Figure 2: Integer Data types size and supported values
If you don’t want to waste disk space, and use additional I/O bandwidth then you should make sure you pick an integer data type that matches the values you want to store. For example, if you are going have a code column, that only has no more than 20 possible code values from 0-19, then you don’t want to define that code column as an integer, when the tinyint data type has the capability to store all 20 different values.
Just like the discussion in the Unicode section you should plan ahead. If think that the number of possible unique integer values will possibly run close to the upper, or lower limit of a particular integer data type then you should probably pick the next larger integer data type. Wasting a small amount of disk space for these types of columns is much more economical in the long run than having to retrofit your code when you do finally hit the hard upper or lower bounds of a particular data type.
Allowing NULLS, or Not
The questions will probably arise when you are designing your database whether or not you should allow columns to contain null values. This is a highly controversial and debated topic. I’m not going to rehash a lot of details here regarding the two different sides of this debate.
SQL Server has a number session and database options that control how NULLS should be handled by SQL Server, like ANSI_NULLS, CONCAT_NULL_YIELDS_NULL, and ANSI_NULL_DEFAULT. These options affect how SQL Server will deal with NULL values and how your code will be interpreted when processing NULLS.
Did you know that NULL comparisons can yield three different outcomes? Yes it can and those values are True, False, or Unknown. Because of all the different nuisances associated with columns that can contain NULL values, it can make your application logic more complicated if you allow NULL values in your database. If you want to simplify your code and eliminate possible errors associated with supporting NULL values in the database then I would suggest you require all columns to be defined as NOT NULL.
If you don’t allow null values in any of your database columns what are you to do when you have business rules that dictate that a column doesn’t have a value? The answer is simple, have a default value for those columns. A default value is a specific value that is used to populate a column when no value is provided when you create a new data row. When you define a default value on a column the default value can be used to identify the column value is null.
What Kind of Date Data Type Should I Use?
With the introduction of SQL Server 2008 there are six different date and time data types, five of which can support holding a date, and five that support holding the time, and four that hold both a date and time value. Just like the different integer data types, each date data type uses different amounts of space.
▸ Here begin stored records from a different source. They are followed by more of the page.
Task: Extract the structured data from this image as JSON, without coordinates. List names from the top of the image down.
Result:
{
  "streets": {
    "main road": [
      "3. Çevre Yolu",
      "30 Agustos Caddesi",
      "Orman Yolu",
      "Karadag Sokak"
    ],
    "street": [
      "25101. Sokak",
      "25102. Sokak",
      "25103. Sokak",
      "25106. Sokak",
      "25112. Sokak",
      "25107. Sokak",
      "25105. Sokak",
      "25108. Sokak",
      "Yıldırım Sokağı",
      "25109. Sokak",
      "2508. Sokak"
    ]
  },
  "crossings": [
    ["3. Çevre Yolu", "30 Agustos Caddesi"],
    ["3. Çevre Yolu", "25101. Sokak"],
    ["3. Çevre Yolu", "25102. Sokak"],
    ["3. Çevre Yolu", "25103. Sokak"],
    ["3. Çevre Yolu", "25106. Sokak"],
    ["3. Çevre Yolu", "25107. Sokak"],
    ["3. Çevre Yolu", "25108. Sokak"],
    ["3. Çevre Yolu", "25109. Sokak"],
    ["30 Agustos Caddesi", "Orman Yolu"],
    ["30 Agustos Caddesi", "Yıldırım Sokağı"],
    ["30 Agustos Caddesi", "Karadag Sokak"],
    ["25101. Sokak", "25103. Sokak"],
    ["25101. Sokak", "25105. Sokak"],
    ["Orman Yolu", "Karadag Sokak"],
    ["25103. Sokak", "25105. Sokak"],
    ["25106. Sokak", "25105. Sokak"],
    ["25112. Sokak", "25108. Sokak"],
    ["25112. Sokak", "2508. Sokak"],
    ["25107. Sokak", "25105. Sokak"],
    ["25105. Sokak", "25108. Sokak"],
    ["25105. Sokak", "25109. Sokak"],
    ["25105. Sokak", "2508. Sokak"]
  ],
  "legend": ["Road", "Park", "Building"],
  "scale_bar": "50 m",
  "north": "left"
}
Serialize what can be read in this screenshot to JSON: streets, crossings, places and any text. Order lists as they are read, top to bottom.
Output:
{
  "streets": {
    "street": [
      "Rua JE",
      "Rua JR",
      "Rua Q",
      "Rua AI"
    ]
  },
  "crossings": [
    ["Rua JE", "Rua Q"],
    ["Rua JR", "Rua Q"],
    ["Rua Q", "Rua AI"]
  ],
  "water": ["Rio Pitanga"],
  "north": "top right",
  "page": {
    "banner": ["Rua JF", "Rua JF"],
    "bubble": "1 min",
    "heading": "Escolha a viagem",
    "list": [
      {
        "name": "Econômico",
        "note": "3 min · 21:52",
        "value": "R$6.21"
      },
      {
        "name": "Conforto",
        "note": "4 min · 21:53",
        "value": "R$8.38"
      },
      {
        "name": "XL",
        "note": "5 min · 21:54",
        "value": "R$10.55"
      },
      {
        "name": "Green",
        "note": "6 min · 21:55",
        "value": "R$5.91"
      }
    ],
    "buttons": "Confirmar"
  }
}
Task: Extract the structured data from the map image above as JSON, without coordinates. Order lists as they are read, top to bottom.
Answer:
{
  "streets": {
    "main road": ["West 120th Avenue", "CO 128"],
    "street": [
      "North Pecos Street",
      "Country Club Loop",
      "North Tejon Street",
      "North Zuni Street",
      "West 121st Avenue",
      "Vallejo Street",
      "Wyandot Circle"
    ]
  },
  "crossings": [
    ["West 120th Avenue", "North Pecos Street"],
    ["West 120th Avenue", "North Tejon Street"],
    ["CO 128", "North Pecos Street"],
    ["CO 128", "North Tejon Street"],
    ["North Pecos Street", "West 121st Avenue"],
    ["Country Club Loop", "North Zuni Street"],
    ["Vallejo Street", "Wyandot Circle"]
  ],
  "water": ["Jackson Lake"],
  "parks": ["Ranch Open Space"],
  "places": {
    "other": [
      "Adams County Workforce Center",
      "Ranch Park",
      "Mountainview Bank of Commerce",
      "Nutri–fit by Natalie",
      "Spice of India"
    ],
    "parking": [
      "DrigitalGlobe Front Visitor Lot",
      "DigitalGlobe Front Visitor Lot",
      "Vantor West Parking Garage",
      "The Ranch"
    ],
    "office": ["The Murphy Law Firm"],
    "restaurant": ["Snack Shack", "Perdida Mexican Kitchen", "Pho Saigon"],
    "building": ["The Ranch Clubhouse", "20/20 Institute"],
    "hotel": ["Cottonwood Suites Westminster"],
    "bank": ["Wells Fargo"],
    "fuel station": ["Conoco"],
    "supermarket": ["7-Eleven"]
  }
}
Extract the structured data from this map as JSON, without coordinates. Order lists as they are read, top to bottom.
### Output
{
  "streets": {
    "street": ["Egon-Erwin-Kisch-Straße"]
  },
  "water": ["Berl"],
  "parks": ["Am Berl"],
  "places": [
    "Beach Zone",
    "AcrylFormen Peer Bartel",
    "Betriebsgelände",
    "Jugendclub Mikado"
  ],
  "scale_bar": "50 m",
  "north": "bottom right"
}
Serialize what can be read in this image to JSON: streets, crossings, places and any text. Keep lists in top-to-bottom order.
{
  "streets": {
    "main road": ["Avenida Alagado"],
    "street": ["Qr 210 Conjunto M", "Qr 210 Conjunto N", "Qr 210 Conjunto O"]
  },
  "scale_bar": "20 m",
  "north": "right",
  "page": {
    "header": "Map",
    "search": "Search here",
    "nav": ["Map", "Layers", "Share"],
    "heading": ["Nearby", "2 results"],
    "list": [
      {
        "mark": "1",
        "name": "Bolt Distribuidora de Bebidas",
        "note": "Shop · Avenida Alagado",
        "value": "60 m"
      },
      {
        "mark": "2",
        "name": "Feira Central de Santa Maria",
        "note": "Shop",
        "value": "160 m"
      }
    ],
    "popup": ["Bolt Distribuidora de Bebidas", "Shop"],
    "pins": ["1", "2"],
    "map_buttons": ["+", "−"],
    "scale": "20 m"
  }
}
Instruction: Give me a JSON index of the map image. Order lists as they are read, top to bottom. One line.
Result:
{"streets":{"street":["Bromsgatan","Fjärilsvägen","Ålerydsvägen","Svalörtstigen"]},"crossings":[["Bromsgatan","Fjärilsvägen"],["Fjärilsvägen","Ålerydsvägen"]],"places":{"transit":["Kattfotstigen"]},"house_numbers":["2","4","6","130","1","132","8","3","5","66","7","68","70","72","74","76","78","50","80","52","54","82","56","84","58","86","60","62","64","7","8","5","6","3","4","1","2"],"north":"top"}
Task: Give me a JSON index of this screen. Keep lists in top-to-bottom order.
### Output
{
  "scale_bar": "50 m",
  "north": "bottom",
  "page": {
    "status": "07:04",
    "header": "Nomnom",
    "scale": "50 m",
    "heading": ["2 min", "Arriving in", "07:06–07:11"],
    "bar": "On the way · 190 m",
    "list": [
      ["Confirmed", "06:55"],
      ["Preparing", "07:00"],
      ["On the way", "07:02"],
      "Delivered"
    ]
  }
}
Additionally for date data types that also support storing the time you need to consider how much precision you require for the time portion, as well as what are the specific data ranges do you need to support. All date data types that support stored date and time are not created equal.
Which date data type should you pick? The answer to this question depends on what you plan to store. Are you just going to store a date? Or do you need to also to store the time along with the date? If you are storing the time, how precise does the time need to be? Answers to these questions will help you determine which date/time data type will be best for your date column.
The table in Figure3 shows all the different date and time data types. This table can be used to determine the different date and time ranges you can store for each date and time column.
Figure 3: Date and Time data types
If you only need to store a date that requires the time to be accurate to the nearest minute then it might be most appropriate to use a smalldatetime data type provided it supports a date range that covers the dates you need to store. If you need to make sure your time on a given date has time accurate to within 100 nanoseconds then you would want to use the datetime2 column.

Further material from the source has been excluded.